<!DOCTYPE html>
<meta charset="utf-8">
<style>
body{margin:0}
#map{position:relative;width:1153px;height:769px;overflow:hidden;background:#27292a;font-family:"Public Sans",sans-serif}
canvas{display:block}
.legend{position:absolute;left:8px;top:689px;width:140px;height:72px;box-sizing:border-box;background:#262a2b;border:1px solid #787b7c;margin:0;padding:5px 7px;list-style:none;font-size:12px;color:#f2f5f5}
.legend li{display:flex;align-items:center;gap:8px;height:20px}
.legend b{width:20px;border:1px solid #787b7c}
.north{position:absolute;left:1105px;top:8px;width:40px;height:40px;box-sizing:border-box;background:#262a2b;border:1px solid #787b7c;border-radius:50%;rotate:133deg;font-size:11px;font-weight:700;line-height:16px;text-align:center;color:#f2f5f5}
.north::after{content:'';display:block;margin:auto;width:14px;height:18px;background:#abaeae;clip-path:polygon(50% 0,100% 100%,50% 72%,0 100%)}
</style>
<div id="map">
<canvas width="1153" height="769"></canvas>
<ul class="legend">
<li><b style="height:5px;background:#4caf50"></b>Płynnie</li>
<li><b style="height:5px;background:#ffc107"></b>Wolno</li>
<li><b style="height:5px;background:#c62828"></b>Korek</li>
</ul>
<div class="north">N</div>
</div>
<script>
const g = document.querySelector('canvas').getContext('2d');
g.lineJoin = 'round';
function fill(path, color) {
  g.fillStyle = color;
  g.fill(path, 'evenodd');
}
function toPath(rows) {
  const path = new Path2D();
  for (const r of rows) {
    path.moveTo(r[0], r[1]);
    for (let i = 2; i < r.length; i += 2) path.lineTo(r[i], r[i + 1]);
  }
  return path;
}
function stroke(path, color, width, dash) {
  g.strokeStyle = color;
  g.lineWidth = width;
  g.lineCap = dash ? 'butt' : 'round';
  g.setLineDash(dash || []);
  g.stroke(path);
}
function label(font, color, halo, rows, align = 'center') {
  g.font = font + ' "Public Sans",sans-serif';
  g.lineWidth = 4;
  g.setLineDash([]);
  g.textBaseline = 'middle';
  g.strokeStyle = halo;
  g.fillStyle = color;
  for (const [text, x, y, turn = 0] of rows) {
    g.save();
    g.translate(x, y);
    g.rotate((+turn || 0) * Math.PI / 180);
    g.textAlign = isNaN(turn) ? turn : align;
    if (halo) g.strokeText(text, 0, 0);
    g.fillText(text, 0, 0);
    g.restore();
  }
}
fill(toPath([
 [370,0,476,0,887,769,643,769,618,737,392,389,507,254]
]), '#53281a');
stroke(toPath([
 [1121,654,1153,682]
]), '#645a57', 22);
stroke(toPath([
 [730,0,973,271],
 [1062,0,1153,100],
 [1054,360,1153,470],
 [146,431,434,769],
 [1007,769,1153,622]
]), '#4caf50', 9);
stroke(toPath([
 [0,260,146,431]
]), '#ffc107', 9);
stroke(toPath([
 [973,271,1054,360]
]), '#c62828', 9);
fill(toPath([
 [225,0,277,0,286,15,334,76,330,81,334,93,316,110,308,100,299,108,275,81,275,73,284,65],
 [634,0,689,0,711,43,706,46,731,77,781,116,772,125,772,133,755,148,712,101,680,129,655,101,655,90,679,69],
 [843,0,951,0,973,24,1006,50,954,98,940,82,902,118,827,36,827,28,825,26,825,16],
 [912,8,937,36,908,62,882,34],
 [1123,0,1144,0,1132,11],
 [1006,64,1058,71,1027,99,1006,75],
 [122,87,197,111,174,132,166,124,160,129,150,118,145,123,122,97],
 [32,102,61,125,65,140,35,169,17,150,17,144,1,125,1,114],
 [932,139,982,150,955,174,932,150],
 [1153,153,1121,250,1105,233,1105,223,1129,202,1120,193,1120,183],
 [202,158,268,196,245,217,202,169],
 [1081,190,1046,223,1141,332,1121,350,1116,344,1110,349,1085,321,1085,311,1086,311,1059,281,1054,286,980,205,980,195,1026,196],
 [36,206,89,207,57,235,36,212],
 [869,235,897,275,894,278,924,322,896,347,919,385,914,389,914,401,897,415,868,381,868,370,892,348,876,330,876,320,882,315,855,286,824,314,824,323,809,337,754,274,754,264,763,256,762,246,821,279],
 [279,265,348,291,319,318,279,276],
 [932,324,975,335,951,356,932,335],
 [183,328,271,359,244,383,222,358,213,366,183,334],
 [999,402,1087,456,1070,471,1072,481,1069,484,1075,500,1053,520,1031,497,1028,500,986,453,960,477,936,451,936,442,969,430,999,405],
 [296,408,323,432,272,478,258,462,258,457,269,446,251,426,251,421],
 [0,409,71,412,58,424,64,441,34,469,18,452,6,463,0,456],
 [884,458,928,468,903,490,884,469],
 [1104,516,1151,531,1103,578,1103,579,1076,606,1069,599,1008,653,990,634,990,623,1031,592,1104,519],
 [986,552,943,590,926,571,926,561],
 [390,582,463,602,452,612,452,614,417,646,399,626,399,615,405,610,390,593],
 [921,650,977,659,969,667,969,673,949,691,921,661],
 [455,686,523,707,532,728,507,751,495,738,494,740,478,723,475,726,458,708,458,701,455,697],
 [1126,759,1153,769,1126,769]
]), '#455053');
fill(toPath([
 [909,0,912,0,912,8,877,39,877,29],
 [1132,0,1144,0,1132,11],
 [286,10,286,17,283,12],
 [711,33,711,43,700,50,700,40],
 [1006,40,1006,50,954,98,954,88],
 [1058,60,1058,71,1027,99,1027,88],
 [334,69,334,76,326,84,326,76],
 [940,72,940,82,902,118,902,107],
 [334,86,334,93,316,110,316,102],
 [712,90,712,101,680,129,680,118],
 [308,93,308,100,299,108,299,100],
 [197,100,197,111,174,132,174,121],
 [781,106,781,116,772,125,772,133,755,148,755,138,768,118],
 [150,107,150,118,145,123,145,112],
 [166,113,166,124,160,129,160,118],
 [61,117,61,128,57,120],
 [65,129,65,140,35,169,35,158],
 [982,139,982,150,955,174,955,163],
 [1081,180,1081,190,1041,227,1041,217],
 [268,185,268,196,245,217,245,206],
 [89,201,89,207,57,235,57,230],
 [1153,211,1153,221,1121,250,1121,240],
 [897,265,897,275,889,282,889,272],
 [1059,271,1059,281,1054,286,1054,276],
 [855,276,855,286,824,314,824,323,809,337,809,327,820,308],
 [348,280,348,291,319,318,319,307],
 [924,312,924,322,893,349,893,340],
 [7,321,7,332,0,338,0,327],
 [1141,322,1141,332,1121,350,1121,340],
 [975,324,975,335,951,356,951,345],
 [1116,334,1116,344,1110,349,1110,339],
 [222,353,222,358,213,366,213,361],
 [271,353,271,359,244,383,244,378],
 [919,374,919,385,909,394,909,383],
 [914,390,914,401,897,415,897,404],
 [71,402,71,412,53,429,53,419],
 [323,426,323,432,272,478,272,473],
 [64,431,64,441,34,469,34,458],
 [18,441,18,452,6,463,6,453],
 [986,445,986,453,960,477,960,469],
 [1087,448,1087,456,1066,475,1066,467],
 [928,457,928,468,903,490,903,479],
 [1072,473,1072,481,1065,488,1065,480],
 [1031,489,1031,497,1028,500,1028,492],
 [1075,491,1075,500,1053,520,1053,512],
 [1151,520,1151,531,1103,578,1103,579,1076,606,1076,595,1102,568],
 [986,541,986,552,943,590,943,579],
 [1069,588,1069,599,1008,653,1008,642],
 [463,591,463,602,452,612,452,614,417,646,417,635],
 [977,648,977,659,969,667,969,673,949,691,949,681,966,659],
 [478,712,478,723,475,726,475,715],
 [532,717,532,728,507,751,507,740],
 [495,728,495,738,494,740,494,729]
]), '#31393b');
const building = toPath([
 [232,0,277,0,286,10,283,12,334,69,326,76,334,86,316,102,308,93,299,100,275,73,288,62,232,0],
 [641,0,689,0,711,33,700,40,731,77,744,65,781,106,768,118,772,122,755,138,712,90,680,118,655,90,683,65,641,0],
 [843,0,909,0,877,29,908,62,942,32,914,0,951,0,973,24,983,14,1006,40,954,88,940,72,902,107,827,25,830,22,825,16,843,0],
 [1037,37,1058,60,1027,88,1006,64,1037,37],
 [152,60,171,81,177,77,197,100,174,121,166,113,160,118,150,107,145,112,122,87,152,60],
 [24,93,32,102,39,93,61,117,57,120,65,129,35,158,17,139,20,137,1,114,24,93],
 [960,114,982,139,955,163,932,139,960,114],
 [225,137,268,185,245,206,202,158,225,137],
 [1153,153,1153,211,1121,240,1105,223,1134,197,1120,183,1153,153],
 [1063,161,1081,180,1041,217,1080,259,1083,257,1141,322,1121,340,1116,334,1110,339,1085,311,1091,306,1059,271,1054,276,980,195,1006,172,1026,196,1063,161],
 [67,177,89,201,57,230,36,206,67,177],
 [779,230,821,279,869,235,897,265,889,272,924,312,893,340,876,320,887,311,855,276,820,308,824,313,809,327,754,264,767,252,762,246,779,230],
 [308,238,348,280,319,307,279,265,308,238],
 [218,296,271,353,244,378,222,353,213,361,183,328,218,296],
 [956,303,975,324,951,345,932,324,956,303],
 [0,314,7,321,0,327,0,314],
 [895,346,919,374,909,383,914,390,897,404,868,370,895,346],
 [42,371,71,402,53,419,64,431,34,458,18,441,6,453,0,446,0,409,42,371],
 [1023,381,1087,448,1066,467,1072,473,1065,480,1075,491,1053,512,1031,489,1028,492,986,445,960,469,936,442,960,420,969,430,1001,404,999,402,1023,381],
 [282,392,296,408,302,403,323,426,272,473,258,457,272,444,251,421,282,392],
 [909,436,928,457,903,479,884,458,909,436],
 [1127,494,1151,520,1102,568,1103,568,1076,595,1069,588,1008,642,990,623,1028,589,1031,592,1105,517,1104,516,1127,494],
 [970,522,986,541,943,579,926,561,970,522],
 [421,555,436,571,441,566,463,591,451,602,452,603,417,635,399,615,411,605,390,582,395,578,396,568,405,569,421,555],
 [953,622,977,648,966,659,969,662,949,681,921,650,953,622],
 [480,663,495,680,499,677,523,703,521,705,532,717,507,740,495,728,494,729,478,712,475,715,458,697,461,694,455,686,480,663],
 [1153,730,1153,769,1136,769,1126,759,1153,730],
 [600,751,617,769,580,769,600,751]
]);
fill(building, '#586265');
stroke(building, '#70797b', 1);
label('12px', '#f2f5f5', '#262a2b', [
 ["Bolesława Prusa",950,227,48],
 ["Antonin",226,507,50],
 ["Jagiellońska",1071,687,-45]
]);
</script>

════════

- **Work order**:
From the entries above, collect every line with the string "rotate" in it.

- **Your response**:
.north{position:absolute;left:1105px;top:8px;width:40px;height:40px;box-sizing:border-box;background:#262a2b;border:1px solid #787b7c;border-radius:50%;rotate:133deg;font-size:11px;font-weight:700;line-height:16px;text-align:center;color:#f2f5f5}
    g.rotate((+turn || 0) * Math.PI / 180);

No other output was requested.